The international chain subsequently came under fire for taking the emergency funding, which was meant to be targeted at smaller businesses. After receiving new funding elsewhere, Meyer confirmed that Shake Shack had opted to return the money.

It has since been reported that USHG received at least $11m in other PPP loans separately.

In July, meanwhile, Meyer announced that he would be ending the no-tipping policy he famously pioneered at his restaurants in 2015 as a way to make sure all employees (front and back of house) received fair and equitable wages.

At the time, Meyer said: "We’ve come to believe that it’s the inability to share tips that is the problem, not the tips themselves.

“Our ultimate goal is for your tips to be shared among our entire team, so both kitchen and dining room teams can benefit when a guest has a great experience."

‘Safety is the new hospitality’

Addressing the Peach Digital Conference, Meyer also said that having strict processes in place to protect against the Coronavirus had now become an essential consideration for diners.

“Safety is the new hospitality.

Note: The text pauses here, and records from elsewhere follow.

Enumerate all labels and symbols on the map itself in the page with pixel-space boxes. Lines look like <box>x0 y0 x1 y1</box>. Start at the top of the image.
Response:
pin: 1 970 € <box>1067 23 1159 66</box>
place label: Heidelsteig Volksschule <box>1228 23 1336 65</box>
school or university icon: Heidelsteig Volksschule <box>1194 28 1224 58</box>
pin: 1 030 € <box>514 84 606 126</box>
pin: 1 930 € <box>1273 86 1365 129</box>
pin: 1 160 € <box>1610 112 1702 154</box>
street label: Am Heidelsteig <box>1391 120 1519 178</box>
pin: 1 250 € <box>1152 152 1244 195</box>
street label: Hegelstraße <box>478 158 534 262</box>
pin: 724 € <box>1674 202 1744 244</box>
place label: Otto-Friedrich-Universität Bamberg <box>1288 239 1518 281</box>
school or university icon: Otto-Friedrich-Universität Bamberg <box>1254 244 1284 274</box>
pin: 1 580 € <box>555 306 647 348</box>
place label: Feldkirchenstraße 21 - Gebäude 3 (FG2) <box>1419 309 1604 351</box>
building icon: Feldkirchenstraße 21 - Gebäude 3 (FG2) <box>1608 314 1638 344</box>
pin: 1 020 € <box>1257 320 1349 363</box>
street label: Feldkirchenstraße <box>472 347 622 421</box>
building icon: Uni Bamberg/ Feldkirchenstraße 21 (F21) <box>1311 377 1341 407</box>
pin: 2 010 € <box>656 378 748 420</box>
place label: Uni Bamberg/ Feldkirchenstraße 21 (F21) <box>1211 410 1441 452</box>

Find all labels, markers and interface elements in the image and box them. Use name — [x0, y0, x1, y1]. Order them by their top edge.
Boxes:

I can’t feel like you’re on my side if there’s even a centile of a doubt that you’re not going that extra step to make me feel safe. Safety is the new ambience in a restaurant.”

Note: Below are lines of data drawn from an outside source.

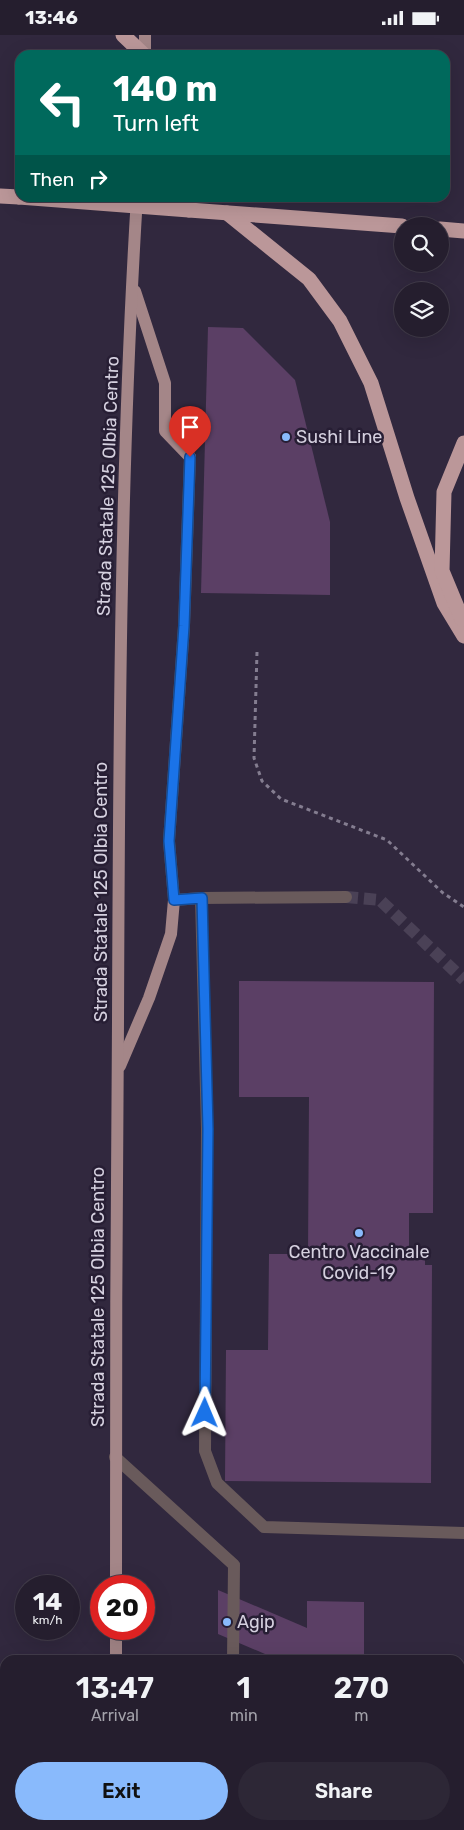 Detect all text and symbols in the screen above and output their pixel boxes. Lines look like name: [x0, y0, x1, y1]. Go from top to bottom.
text: 13:46: [25, 6, 78, 29]
text: 140 m: [113, 68, 218, 110]
icon: left: [30, 70, 95, 135]
text: Turn left: [113, 110, 199, 137]
icon: right: [84, 165, 112, 193]
text: Then: [30, 168, 74, 191]
map controls: [394, 217, 449, 337]
button: search: [394, 217, 449, 272]
button: layers: [394, 282, 449, 337]
street label: Strada Statale 125 Olbia Centro: [92, 356, 124, 616]
pin: [169, 406, 211, 457]
icon: arrive: [176, 413, 204, 441]
place label: Sushi Line: [296, 426, 382, 448]
marker: Sushi Line: [280, 431, 292, 443]
street label: Strada Statale 125 Olbia Centro: [90, 762, 112, 1022]
street label: Strada Statale 125 Olbia Centro: [87, 1167, 109, 1427]
marker: Centro Vaccinale Covid-19: [353, 1227, 365, 1239]
place label: Centro Vaccinale Covid-19: [288, 1241, 430, 1284]
position arrow: [178, 1386, 230, 1438]
speed limit sign: 20: [90, 1575, 155, 1640]
text: 14: [33, 1587, 62, 1616]
place label: Agip: [237, 1611, 275, 1633]
text: km/h: [33, 1613, 62, 1627]
marker: Agip: [221, 1616, 233, 1628]
text: 13:47: [76, 1670, 154, 1706]
text: 1: [237, 1670, 251, 1706]
text: 270: [333, 1670, 389, 1706]
text: Arrival: [91, 1706, 139, 1725]
text: min: [230, 1706, 258, 1725]
text: m: [354, 1706, 368, 1725]
button: Exit: [15, 1762, 228, 1820]
button: Share: [238, 1762, 450, 1820] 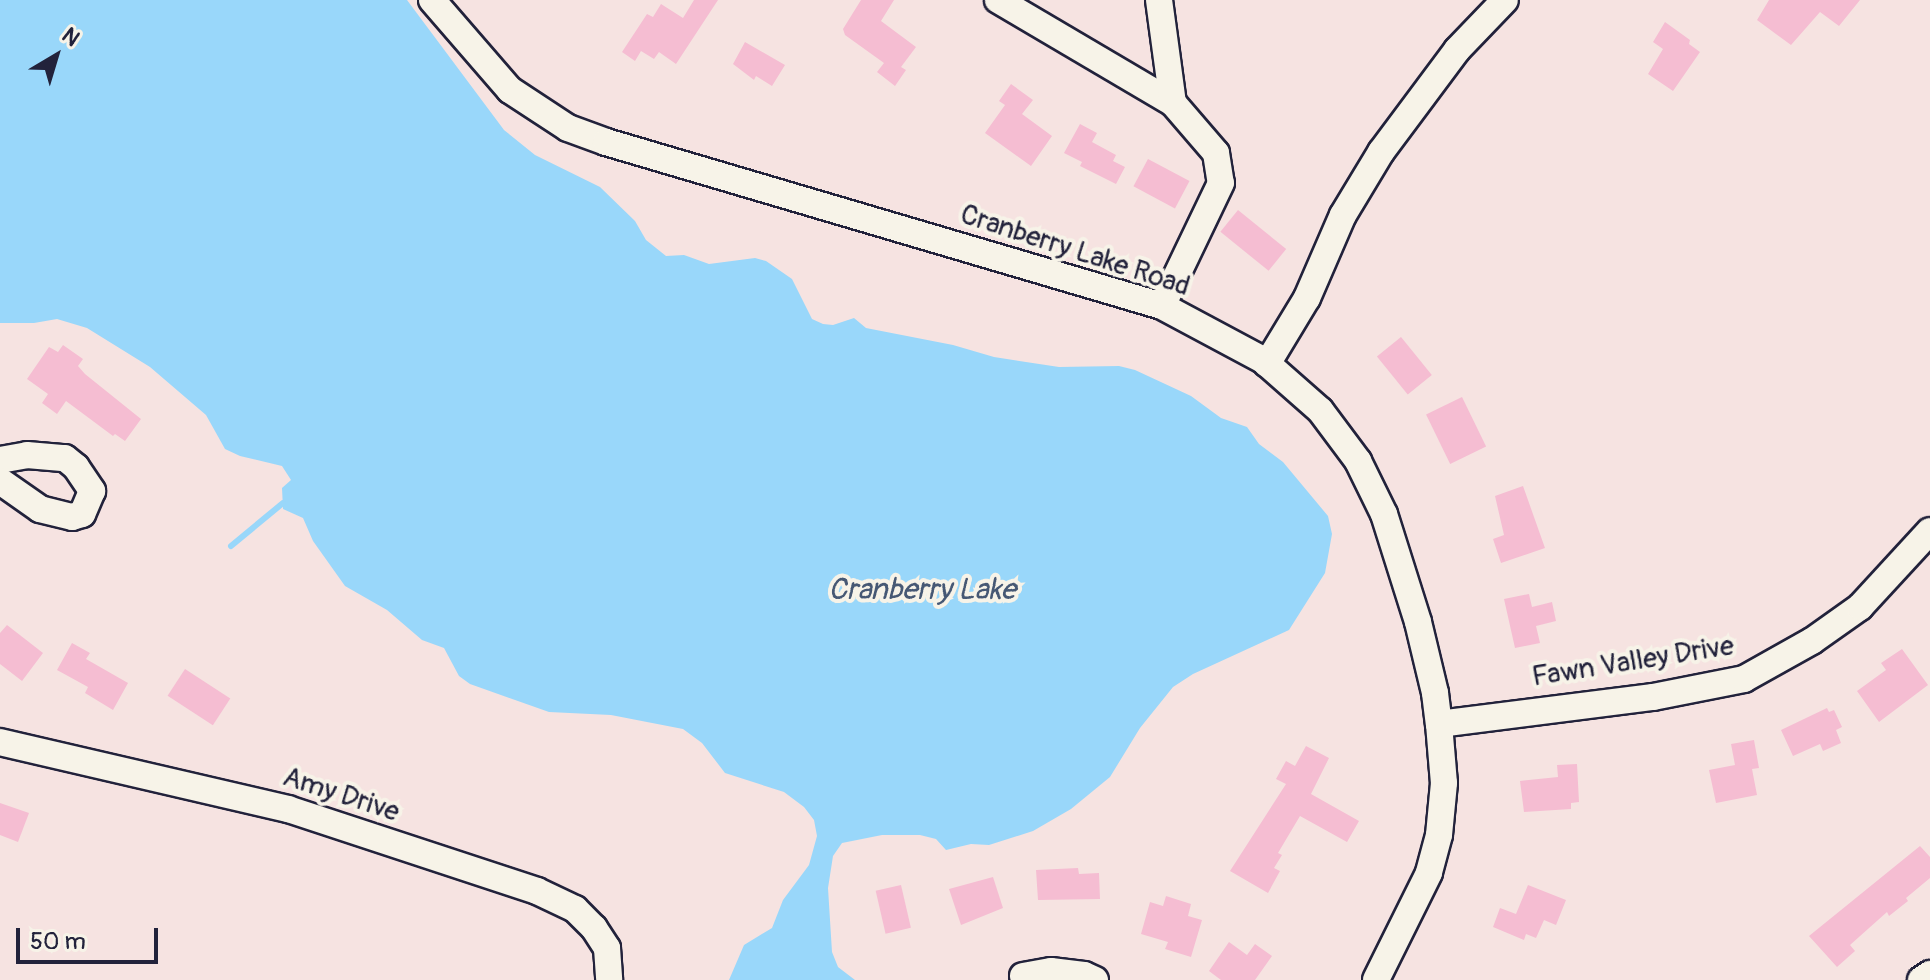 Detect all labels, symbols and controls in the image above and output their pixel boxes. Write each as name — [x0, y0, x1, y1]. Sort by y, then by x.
north arrow — [16, 16, 96, 96]
text: N — [56, 21, 85, 53]
street label: Cranberry Lake Road — [956, 198, 1194, 304]
water label: Cranberry Lake — [828, 572, 1016, 608]
street label: Fawn Valley Drive — [1530, 629, 1736, 695]
street label: Amy Drive — [279, 760, 403, 830]
scale bar — [20, 912, 162, 962]
text: 50 m — [30, 927, 86, 956]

Meyer explained that he has only been able to reopen three of his 12 New York restaurants so far, each one operating under a 10pm curfew and at 25% capacity as per local restrictions.

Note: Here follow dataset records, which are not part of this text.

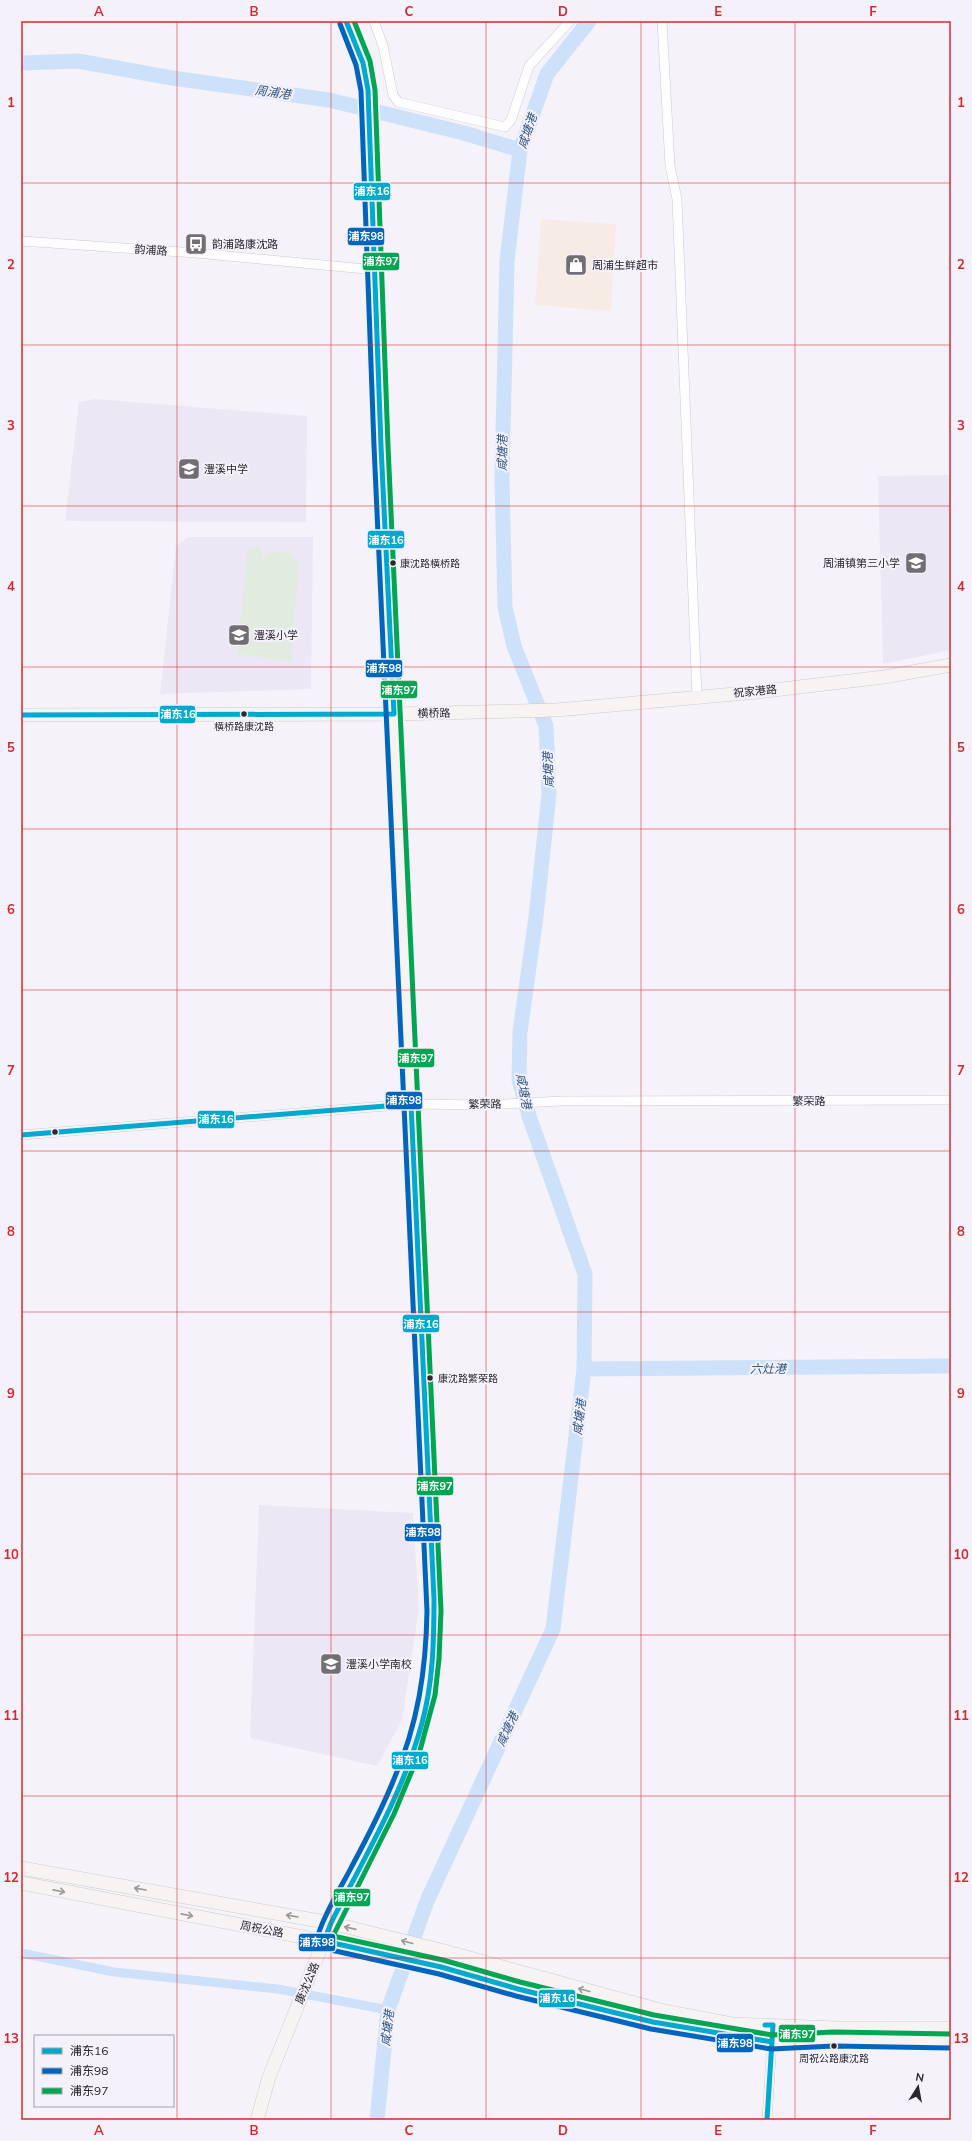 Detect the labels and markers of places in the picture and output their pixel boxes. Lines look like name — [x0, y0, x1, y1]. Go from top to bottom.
bus stop icon: 韵浦路康沈路 — [183, 231, 209, 257]
place label: 韵浦路康沈路 — [212, 237, 278, 251]
shop icon: 周浦生鲜超市 — [563, 252, 589, 278]
place label: 周浦生鲜超市 — [592, 258, 658, 272]
school or university icon: 澧溪中学 — [176, 456, 202, 482]
place label: 澧溪中学 — [204, 462, 248, 476]
school or university icon: 周浦镇第三小学 — [903, 550, 929, 576]
place label: 周浦镇第三小学 — [823, 556, 900, 570]
place label: 康沈路横桥路 — [400, 557, 460, 570]
marker: 康沈路横桥路 — [388, 558, 398, 568]
school or university icon: 澧溪小学 — [226, 622, 252, 648]
place label: 澧溪小学 — [254, 628, 298, 642]
marker: 横桥路康沈路 — [239, 709, 249, 719]
place label: 横桥路康沈路 — [214, 720, 274, 733]
unlabelled marker — [50, 1127, 60, 1137]
place label: 康沈路繁荣路 — [438, 1372, 498, 1385]
marker: 康沈路繁荣路 — [425, 1373, 435, 1383]
school or university icon: 澧溪小学南校 — [318, 1651, 344, 1677]
place label: 澧溪小学南校 — [346, 1657, 412, 1671]
marker: 周祝公路康沈路 — [829, 2041, 839, 2051]
place label: 周祝公路康沈路 — [799, 2052, 869, 2065]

“Diners are certainly getting used to the changes,” he said. “They know to put on a mask when a server approaches them."

Meyer said the company has installed Plexiglas screens; utilised QR codes for diners to use for ordering and paying; and placed hand sanitiser bottles on every table as part of the company’s attempts to make customers feel safe.

“We’re trying everything we can and it’s costing us more money for less income, but it ensures the guests are comfortable.

“They want the experience of not just you having you cook good food and pour good wine for them, they want the social experience of being with people and they’re willing to put up with restrictions and changes to get that.”

The future

Asked about the general situation in New York, Meyer described it as being ‘not great’, adding that he feared restaurants in the city may be forced to close again in the coming months.

“I guess you can generally solve almost any problem, but we cannot outrace this virus, we’re not allowed to open beyond the capacity levels that New York City in New York State allow us."

He also said it was unlikely that he would be able to reopen the entirety of his New York estate.

“Having had to face the worst professional day of my life, and lay off about 90% of our company at the end of March, when we do come back, they’ll be very different teams.

“It’ll be like opening a brand-new restaurant from scratch because, frankly, we don’t have all of our chefs and general managers intact.

“I don’t have any idea where all of the service staff went or where all the cooks are gone. Maybe they’ve left New York for good. It’s not like a football team where you have everybody on contract and you just have to say, we can get back into action come back now.

“It’s a very tall slope that we’re all on, and I’m hopeful, I’m optimistic long term for New York City, because it’s an irrepressible spirit in that city, it’s never been an easy place to live, it’s always attracted people trying to accomplish something for a greater purpose.

“But the landscape is going to look a lot different because a hell of a lot of leaves have blown off the trees, and so whatever grows over the next couple of years, is going to be very different and very new.”